# Yellow Band Cohiba - Dominican Republic



## SigEpGF (Jun 14, 2005)

OK, so I just found a "Cohiba" with "Republica Dominicana" underneath. Is this the knockoff made in the United States which the Cuban Cohiba is trying to stop from selling? It has the yellow band with four rows of circles in the background (please see attached photo).

I'm confused as to what I just smoked. I was wondering if any of you FOG's might be able to help this newbie..... 

Thanks!

GF :u


----------



## SlimDiesel (Apr 13, 2005)

That is one of those POS non-Cuban Cohiba's. Republica Dominicana = Dominican Republic. Hate to burst your bubble dude, but those are the ones that Cohiba is trying to shut down like you said.

Not a bad smoke if you buy them for $3 a stick like I have, but I've also seen them at the $12-$15 range which makes me sick.


----------



## RumblePen (May 17, 2005)

It's the Red Dot Cohibas made by General Tobacco that they have the beef with.
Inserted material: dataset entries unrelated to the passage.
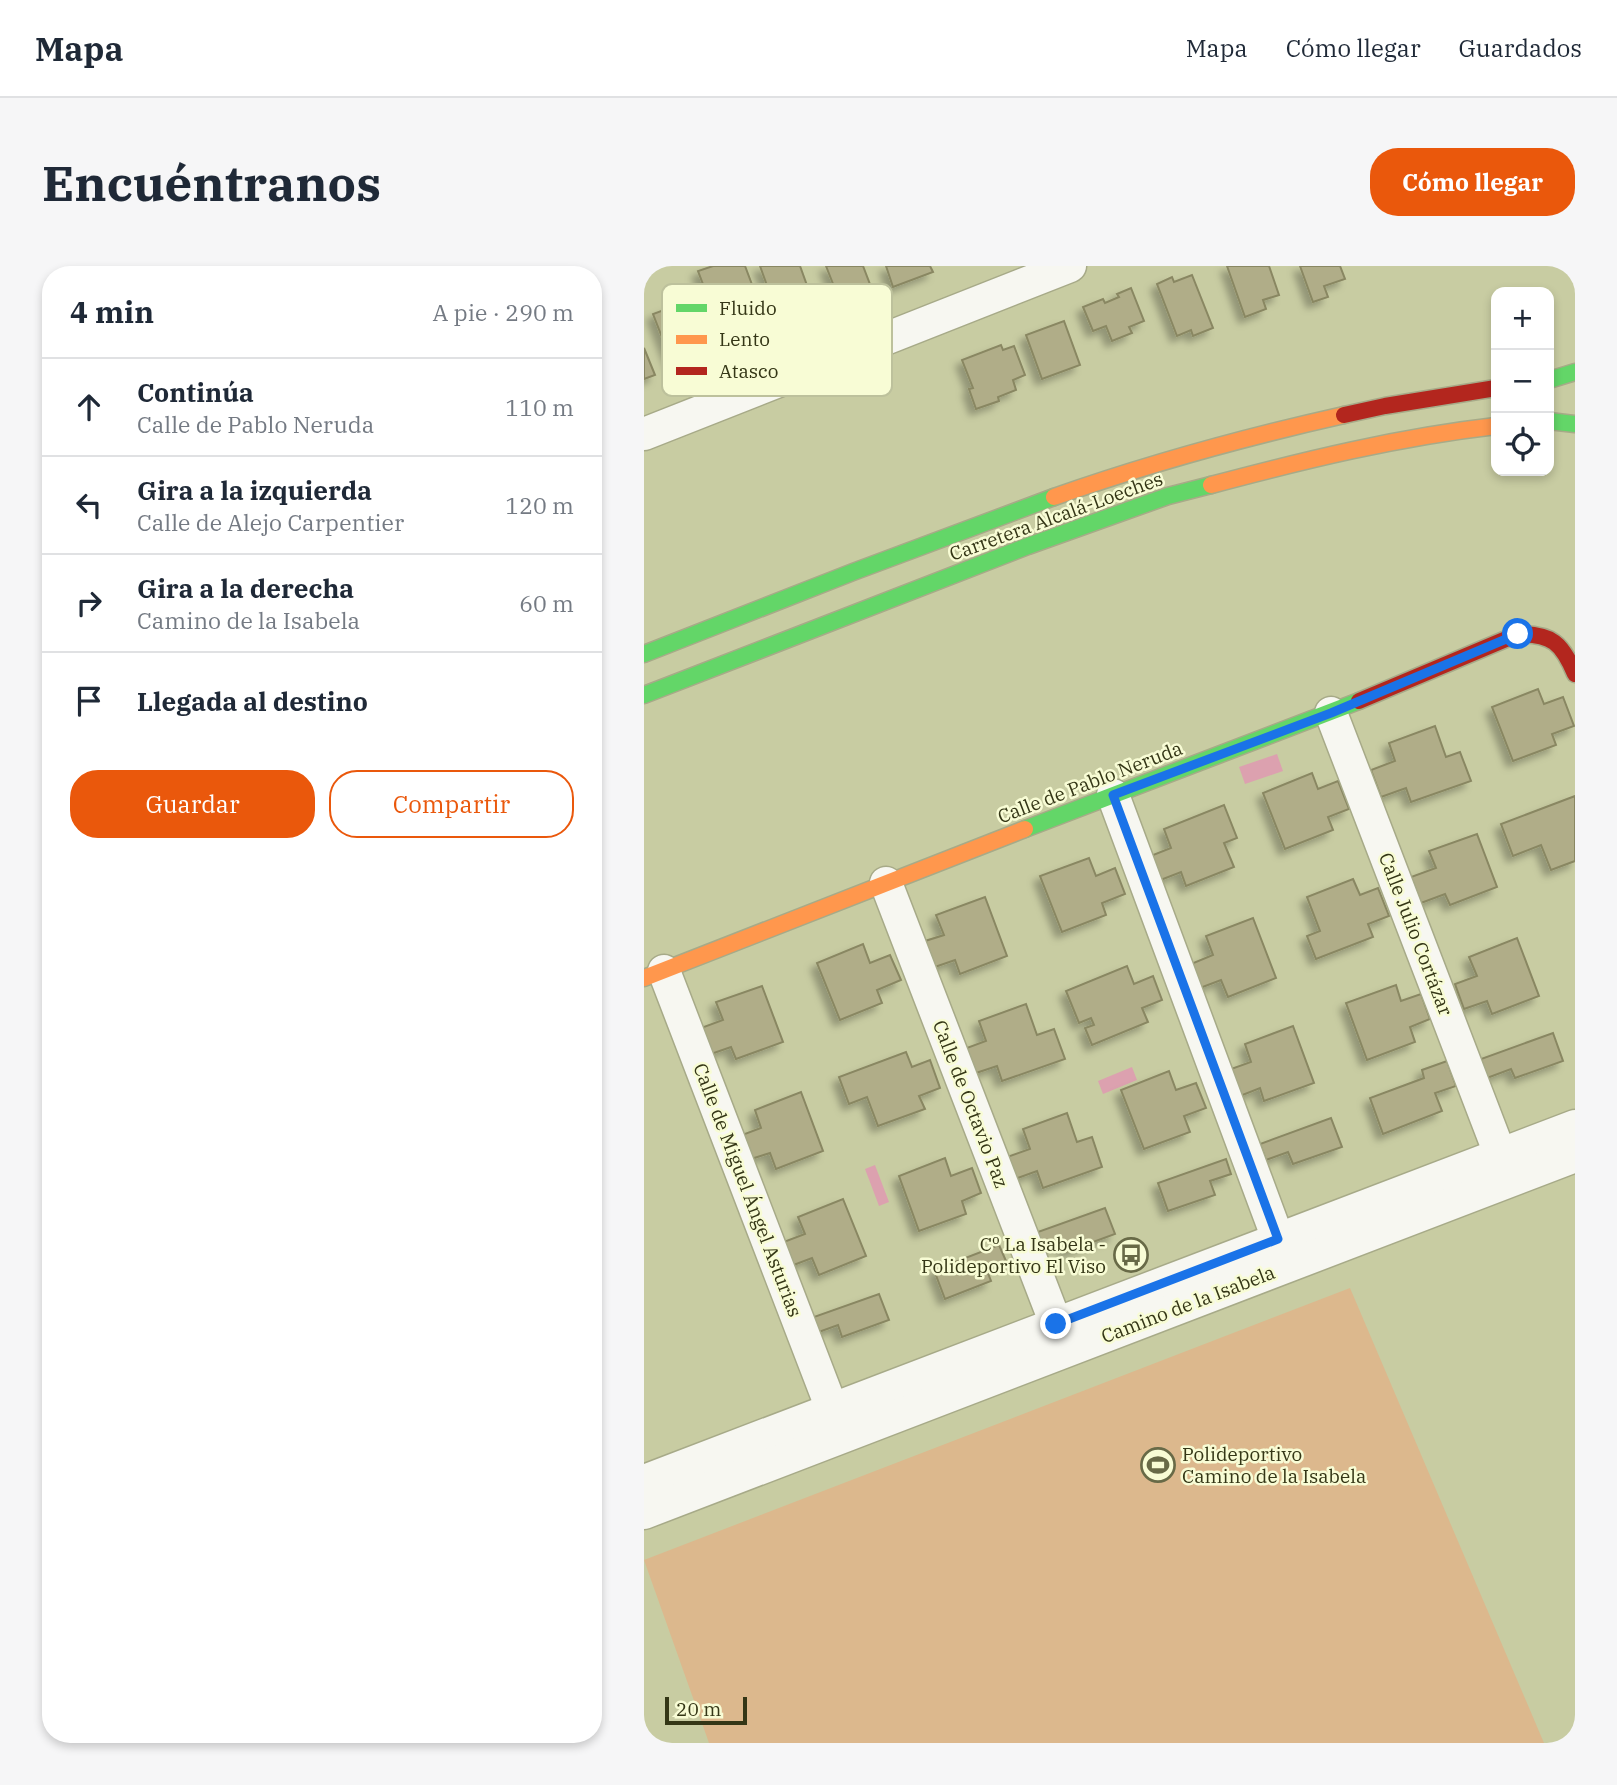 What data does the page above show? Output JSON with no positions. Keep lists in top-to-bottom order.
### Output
{
  "streets": {
    "main road": ["Carretera Alcalá-Loeches", "Calle de Pablo Neruda"],
    "street": [
      "Calle Julio Cortázar",
      "Calle de Octavio Paz",
      "Calle de Miguel Ángel Asturias",
      "Camino de la Isabela"
    ]
  },
  "crossings": [
    ["Calle de Pablo Neruda", "Calle Julio Cortázar"],
    ["Calle de Pablo Neruda", "Calle de Octavio Paz"],
    ["Calle de Pablo Neruda", "Calle de Miguel Ángel Asturias"],
    ["Calle Julio Cortázar", "Camino de la Isabela"],
    ["Calle de Octavio Paz", "Camino de la Isabela"],
    ["Calle de Miguel Ángel Asturias", "Camino de la Isabela"]
  ],
  "places": {
    "bus stop": ["Cº La Isabela - Polideportivo El Viso"],
    "sports": ["Polideportivo Camino de la Isabela"]
  },
  "legend": ["Fluido", "Lento", "Atasco"],
  "scale_bar": "20 m",
  "page": {
    "header": "Mapa",
    "nav": ["Mapa", "Cómo llegar", "Guardados"],
    "buttons": [
      "Cómo llegar",
      ["Guardar", "Compartir"]
    ],
    "title": "Encuéntranos",
    "heading": ["4 min", "A pie · 290 m"],
    "map_buttons": ["+", "−"],
    "list": [
      ["Continúa", "Calle de Pablo Neruda", "110 m"],
      ["Gira a la izquierda", "Calle de Alejo Carpentier", "120 m"],
      ["Gira a la derecha", "Camino de la Isabela", "60 m"],
      "Llegada al destino"
    ],
    "scale": "20 m"
  }
}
I haven't heard of any law suits against Montecristi, the makers of these yellow bands.

From what I understand, these are only suppose to be sold in the DR.


----------



## psygardelic (May 24, 2005)

I use to buy these for like $4 a stick from a really crappy tobacconist. She sold them as fakes but the individuals at the other smoke shops claimed that these cigars where actually illegal and that she was trying to sell them off quickly foor cheap to get rid of them. Like Rumble Said, they are suppost to only be sold in the Dom Republic..

They were a good smoke for me at the time, as a beginner, as they are extremely mild and enjoyable. I havent had one in a long time but I remember that I continued to buy them , knowing they were fakes, even before I was told they were illegal to sell in the united states. I would probably smoke one again but I would probably find them to be rather mild and akin to smoking air..


----------



## NCRadioMan (Feb 28, 2005)

I like these occasionally. I can get em for just under $2 around here.


:ms NCRM


----------



## croatan (Mar 23, 2005)

RubmlePen said:


> It's the Red Dot Cohibas made by General Tobacco that they have the beef with. I haven't heard of any law suits against Montecristi, the makers of these yellow bands.
> 
> From what I understand, these are only suppose to be sold in the DR.


Yep. It is my understanding that the manufacturer ownes the TM in the Dominican Republic so they are sold there for domestic consumption whereas the red dot Cohibas are only exported. One can bring the dominican banded sticks into the US for personal consumption, but why would you want to? u


----------



## The Prince (Apr 9, 2005)

Don't smoke these, dude. You will be giving your money to shady scavengers.


----------



## SigEpGF (Jun 14, 2005)

The Prince said:


> Don't smoke these, dude. You will be giving your money to shady scavengers.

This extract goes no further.